Coachella’s role in reconvening major acts reaches peak shock value with the announcement that Guns N' Roses — featuring the classic lineup of Axl Rose, Slash and Duff McKagan — would headline. There was also the welcome return of LCD Soundsystem just a few years after dissolving. “A lot of them come from our history of promoting,” Tollett says of his ongoing mission to reunite bands. “Even LCD Soundsystem — we just felt like, ‘Why would they go away? They’re so good, they’re so current, their sound is being ripped by everybody— they should be playing.’ So you contact them, and go slow, and try to get them comfortable. For some bands it’s not about Coachella.

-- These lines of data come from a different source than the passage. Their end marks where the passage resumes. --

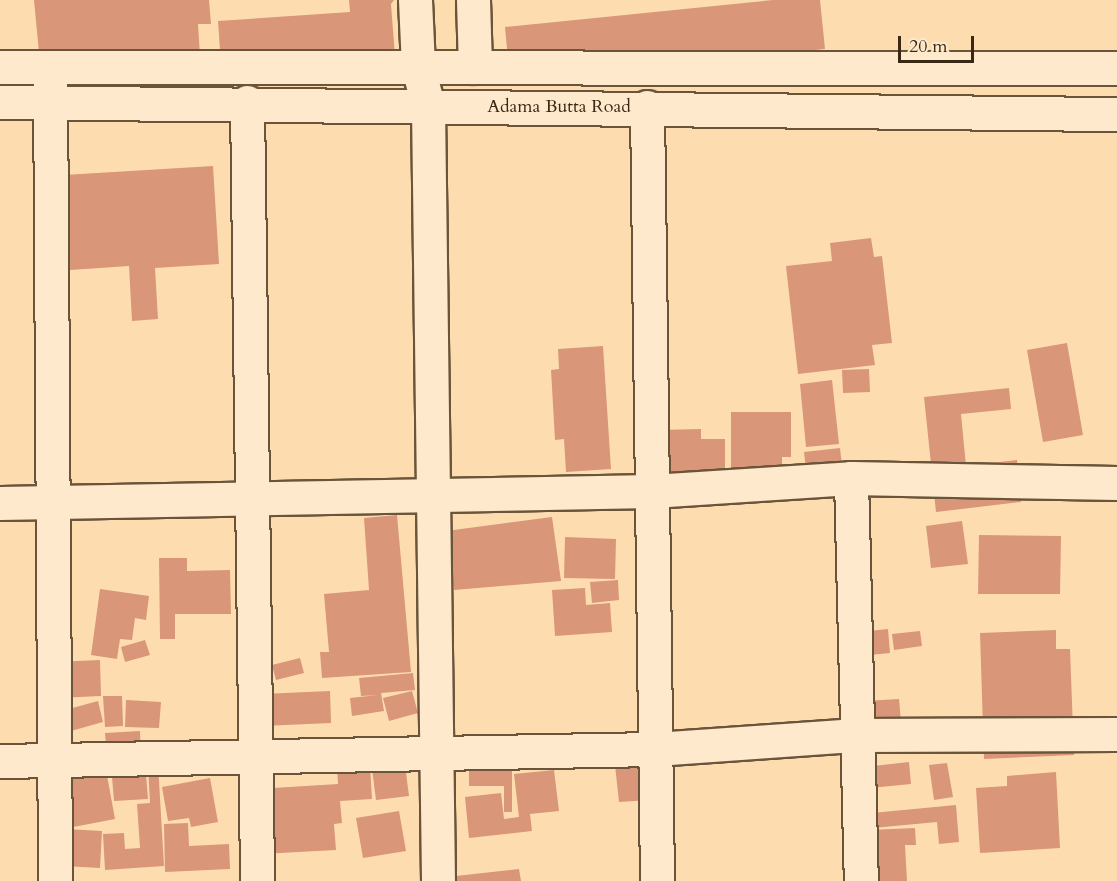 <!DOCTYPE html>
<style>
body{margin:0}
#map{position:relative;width:1117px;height:881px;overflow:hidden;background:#fdddb0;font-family:Cardo,serif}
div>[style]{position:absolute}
.building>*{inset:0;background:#da9678}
.roads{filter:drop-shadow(2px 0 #6a553b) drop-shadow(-2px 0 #6a553b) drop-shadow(0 2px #6a553b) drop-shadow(0 -2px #6a553b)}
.minor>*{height:33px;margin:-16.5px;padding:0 16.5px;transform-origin:16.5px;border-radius:16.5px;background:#fee9cc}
span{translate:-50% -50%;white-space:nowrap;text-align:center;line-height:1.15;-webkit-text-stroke:5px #fee9cc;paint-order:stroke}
.street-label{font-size:18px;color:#392814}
.scale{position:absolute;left:898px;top:36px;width:76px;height:27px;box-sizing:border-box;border:3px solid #392814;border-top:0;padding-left:8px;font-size:18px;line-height:21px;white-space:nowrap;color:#392814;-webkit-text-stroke:4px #fee9cc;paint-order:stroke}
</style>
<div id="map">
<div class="building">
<div style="clip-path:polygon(34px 0,209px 0,211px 24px,198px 24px,201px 72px,41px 74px)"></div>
<div style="clip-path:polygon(349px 0,394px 0,391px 4px,395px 56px,221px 65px,218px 21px,350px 12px)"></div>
<div style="clip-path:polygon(773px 0,820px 0,825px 49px,510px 81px,505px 27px)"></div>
<div style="clip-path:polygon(213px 166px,219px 264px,155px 268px,158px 319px,132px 321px,129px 266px,70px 270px,64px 175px)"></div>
<div style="clip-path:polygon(871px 238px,874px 257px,882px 256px,892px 343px,872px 345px,875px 365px,798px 374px,786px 266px,832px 261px,830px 243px)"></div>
<div style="clip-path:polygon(1067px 343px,1083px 435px,1043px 442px,1027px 350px)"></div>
<div style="clip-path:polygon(603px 346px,611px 469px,566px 472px,564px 439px,555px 440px,551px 370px,559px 369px,558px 349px)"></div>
<div style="clip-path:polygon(869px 369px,870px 392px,843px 393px,842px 370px)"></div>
<div style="clip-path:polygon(832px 380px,839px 444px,806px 447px,800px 384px)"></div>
<div style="clip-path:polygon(1009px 388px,1011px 409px,961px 414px,966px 466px,1017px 460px,1021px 502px,936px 512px,924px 397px)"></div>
<div style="clip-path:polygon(731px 412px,791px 412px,791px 457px,782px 457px,782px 475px,731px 476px)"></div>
<div style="clip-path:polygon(701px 429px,701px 439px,725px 439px,725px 471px,661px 472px,660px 430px)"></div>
<div style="clip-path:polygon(840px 448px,843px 475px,807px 479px,804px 452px)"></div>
<div style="clip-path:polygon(397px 515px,411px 672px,322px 678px,320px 652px,329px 652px,324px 594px,369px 590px,364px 518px)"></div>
<div style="clip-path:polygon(552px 517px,561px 581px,454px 590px,446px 531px)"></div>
<div style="clip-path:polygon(962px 521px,968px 564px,931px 568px,926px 526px)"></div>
<div style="clip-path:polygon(979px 535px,1061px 536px,1060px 594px,978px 594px)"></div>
<div style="clip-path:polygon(565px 537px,616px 539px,615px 579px,564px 578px)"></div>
<div style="clip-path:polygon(159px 558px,187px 558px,187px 571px,230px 570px,231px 614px,175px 614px,175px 639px,160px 639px)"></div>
<div style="clip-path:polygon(618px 580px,619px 600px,592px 603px,590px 582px)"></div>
<div style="clip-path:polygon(585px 588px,586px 605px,610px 603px,612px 632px,555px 636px,552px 590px)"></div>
<div style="clip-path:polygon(100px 589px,149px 596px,146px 620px,135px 618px,132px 640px,120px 639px,117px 659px,91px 655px)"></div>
<div style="clip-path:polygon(888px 629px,890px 653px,860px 656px,864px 701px,899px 699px,901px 722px,848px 727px,840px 634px)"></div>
<div style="clip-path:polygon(1056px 630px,1056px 649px,1070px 649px,1074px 755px,984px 759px,980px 633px)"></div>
<div style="clip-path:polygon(920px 631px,922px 646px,894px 650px,892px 634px)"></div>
<div style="clip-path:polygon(145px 640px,150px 655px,125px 662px,121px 647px)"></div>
<div style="clip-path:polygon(300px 658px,304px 673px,276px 680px,272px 665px)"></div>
<div style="clip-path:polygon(100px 660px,101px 696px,57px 698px,55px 662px)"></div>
<div style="clip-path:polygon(413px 673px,415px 690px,381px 693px,384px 711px,352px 716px,350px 698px,378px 695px,361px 696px,359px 678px)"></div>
<div style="clip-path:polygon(330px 691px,331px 723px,263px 726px,262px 694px)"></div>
<div style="clip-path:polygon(412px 691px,418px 713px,389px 721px,383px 698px)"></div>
<div style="clip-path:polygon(103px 696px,122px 696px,123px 726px,105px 727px)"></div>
<div style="clip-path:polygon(126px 700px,161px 702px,159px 728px,125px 727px)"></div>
<div style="clip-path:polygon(98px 701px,103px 722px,71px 731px,65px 710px)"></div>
<div style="clip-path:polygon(140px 731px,141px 757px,107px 759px,105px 733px)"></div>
<div style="clip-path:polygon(104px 759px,115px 819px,63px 829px,51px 769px)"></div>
<div style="clip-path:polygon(646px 762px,650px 800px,619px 802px,615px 765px)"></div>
<div style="clip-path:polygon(909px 762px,911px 784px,870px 788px,872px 813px,956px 805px,959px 842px,939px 844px,937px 822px,852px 830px,846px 769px)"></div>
<div style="clip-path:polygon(145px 763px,148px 799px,114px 801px,111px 765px)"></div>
<div style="clip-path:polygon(947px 763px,953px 797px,934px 800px,929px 765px)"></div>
<div style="clip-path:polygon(158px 764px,164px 866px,105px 870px,103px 834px,124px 833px,125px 849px,140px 848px,137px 804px,150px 803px,148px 765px)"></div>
<div style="clip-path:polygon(370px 765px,372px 799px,340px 801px,342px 823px,334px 824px,336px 850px,261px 854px,257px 789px,338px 784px,337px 767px)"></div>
<div style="clip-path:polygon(405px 765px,409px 796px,376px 800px,372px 769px)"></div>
<div style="clip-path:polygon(469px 770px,512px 771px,512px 812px,504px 812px,504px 786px,469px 786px)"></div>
<div style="clip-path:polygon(554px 770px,559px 811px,530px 814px,532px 831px,469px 838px,465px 797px,501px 793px,504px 819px,519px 817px,514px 774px)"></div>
<div style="clip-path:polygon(1056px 772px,1060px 848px,980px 853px,976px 788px,1007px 786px,1007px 776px)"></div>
<div style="clip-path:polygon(210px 778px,218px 822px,191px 827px,189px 818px,168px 821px,162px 787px)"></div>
<div style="clip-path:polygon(399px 811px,406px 851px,363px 858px,356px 818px)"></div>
<div style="clip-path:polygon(188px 823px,189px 846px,229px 844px,230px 869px,165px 872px,164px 824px)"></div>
<div style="clip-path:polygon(915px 828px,916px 845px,905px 845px,907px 881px,853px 881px,869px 830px)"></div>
<div style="clip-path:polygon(66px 829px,102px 831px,100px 868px,64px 866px)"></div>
<div style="clip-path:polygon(519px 869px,521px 881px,457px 881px,456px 876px)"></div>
</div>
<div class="roads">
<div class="minor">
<div style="left:415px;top:0;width:67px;rotate:87.4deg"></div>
<div style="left:418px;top:67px;width:40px;rotate:75.6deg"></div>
<div style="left:428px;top:106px;width:775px;rotate:89.26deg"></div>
<div style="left:473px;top:0;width:67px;rotate:88.3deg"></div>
<div style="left:0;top:67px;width:1117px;rotate:0.05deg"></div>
<div style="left:50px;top:79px;width:802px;rotate:89.64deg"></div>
<div style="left:0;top:102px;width:1117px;rotate:0.62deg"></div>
<div style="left:247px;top:102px;width:779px;rotate:89.26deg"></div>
<div style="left:647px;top:107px;width:774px;rotate:89.26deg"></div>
<div style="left:851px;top:478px;width:403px;rotate:88.6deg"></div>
<div style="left:0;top:503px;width:652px;rotate:-1.05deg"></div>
<div style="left:652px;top:491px;width:199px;rotate:-3.7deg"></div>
<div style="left:851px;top:478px;width:266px;rotate:1.1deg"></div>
<div style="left:0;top:761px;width:655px;rotate:-1.05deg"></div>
<div style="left:655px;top:749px;width:202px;rotate:-4deg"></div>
<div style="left:857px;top:735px;width:260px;rotate:-0.2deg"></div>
</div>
</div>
<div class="street-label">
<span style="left:559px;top:107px">Adama Butta Road</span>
</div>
<div class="scale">20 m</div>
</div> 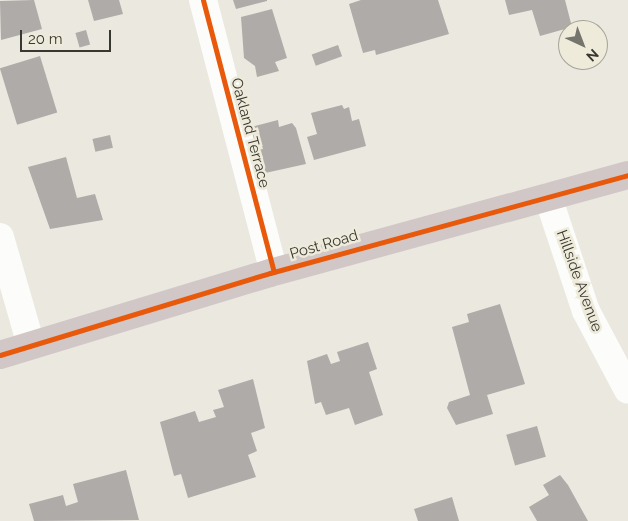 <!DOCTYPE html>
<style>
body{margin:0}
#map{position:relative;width:628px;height:521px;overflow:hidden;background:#eae8df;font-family:Raleway,sans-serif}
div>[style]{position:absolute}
.building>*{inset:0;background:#aeaba9;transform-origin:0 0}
.minor>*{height:28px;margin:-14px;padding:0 14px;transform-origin:14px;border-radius:14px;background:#fcfcfa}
.major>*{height:28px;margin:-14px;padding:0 14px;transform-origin:14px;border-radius:14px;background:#d0c7c6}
.cycleway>*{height:5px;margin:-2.5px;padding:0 2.5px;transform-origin:2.5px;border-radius:2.5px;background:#e8590c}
span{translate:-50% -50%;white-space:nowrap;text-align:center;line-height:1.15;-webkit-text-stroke:5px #eeebdb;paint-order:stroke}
.street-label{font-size:15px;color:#383730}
.north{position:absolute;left:558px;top:20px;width:50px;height:50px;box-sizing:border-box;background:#eeebdb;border:1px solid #a5a397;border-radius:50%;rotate:137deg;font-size:14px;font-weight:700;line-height:20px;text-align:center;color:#383730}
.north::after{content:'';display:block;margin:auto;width:18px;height:22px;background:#76756d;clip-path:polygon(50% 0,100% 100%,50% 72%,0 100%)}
.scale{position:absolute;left:20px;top:30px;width:91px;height:22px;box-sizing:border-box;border:2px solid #383730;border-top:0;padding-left:6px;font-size:15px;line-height:18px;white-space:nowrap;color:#383730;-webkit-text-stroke:4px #eeebdb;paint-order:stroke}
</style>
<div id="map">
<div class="building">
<div style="clip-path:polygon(34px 0,42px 29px,1px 40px,0 1px)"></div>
<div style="clip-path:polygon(88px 0,119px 0,123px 14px,94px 21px)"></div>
<div style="clip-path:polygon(233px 0,267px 0,267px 1px,236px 9px)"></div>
<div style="clip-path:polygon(361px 0,438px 0,449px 34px,376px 55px,375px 50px,363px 53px,349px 4px)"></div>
<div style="clip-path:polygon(505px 0,565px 0,572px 27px,540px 36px,532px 10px,509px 15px)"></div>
<div style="clip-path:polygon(272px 9px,287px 58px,275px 62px,279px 71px,257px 77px,255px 66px,244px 58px,241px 17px)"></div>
<div style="left:86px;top:30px;width:15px;height:11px;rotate:74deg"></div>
<div style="left:338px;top:45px;width:12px;height:28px;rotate:70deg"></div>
<div style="left:40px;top:56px;width:59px;height:42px;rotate:73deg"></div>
<div style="clip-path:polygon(342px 105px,344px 109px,349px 107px,352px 121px,359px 119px,366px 146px,314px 160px,307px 137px,317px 134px,311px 113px)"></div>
<div style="clip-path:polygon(278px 120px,279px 127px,292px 123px,296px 128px,306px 164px,256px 175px,249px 152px,263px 149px,261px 142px,255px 144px,251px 127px)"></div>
<div style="left:110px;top:135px;width:13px;height:18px;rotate:77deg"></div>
<div style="clip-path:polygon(66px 157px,77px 198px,95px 194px,103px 220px,50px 229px,28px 167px)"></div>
<div style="clip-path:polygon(500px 304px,525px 384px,487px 395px,493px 414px,456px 425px,447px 408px,449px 402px,470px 395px,452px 327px,469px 322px,467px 314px)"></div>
<div style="clip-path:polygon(368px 342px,377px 369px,369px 372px,383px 415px,355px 425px,349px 408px,326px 415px,321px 402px,315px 404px,307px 361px,327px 354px,331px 364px,340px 361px,337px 352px)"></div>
<div style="clip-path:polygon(253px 379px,265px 428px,251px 433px,257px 451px,248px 455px,256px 477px,188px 498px,181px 474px,174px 476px,160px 422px,195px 411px,199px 422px,216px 417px,213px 410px,224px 407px,218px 390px)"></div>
<div style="left:537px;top:426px;width:32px;height:32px;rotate:74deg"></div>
<div style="clip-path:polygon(126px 470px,139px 520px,34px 521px,29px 504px,63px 495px,66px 506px,78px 502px,73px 484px)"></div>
<div style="clip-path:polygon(560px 475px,568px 485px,588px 521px,537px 521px,529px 507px,549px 495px,543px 485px)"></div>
<div style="clip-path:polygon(452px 497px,459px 521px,418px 521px,414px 509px)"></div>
</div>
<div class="minor">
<div style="left:203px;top:0;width:281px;rotate:75.4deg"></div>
<div style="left:548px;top:197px;width:120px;rotate:71.6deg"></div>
<div style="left:586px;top:311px;width:89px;rotate:62deg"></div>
<div style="left:0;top:237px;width:112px;rotate:74deg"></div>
</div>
<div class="major">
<div style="left:0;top:355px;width:282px;rotate:-16.9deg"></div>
<div style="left:270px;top:273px;width:371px;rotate:-15.3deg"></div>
</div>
<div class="cycleway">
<div style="left:203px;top:0;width:281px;rotate:75.4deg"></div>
<div style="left:0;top:355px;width:282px;rotate:-16.9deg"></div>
<div style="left:270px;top:273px;width:371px;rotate:-15.3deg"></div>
</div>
<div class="street-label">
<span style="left:250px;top:133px;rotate:75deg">Oakland Terrace</span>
<span style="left:324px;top:245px;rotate:-16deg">Post Road</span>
<span style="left:579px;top:281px;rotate:70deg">Hillside Avenue</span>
</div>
<div class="north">N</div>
<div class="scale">20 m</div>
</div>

It’s just, ’Please get back out there, make some new songs.”
During Weekend 2, Ice Cube’s fiery set on the main stage delivers a full reunion of surviving members of gangsta superstars N.W.A — with Dr. Dre, DJ Yella and MC Ren — in celebration of 2015’s acclaimed biopic “Straight Outta Compton.”
While another year of Coachella history was made on the main stage by Kendrick Lamar (a year away from his Pulitzer Prize for “Damn.”) and Lady Gaga (stepping in for a pregnant Beyoncé), Goldenvoice reserved one corner of the polo grounds to echo its roots on the SoCal indie-rock scene. The Sonora tent debuted as an air-conditioned getaway that was like a DIY rock club within Coachella, booked by an astute 25-year-old curator named Rene Contreras. Like Tollett himself, Contreras began as a young booker of shows; they first met when Contreras was 14.
After a false start in 2017, this was finally the year of Beyoncé. Tollett recalls her set as “so fun and cerebral at the same time. It takes a lot of work to be that ambitious, to execute it.” Her concert would be discussed for months after, but the influence of Coachella is by now being felt in other ways. The Coachella name appears in surprising places. Oscar-winning “A Star Is Born” was partially filmed on the grounds of Coachella/Stagecoach, and the festival is name-checked in the “Black Panther” movie. “That’s kind of funny for a Marvel movie, and what that movie represents culturally,” says Tollett of the recognition. “It just made us feel so good.”
Now 20 years in the making, Coachella returns for two weekends led by Childish Gambino, Tame Impala and Ariana Grande. It’s an of-the-moment lineup, following decades of the ebb and flow in music, popular and otherwise. Even if attendees from earlier years grumble that things are not the same, Tollett sees his mission as flexible but unchanging.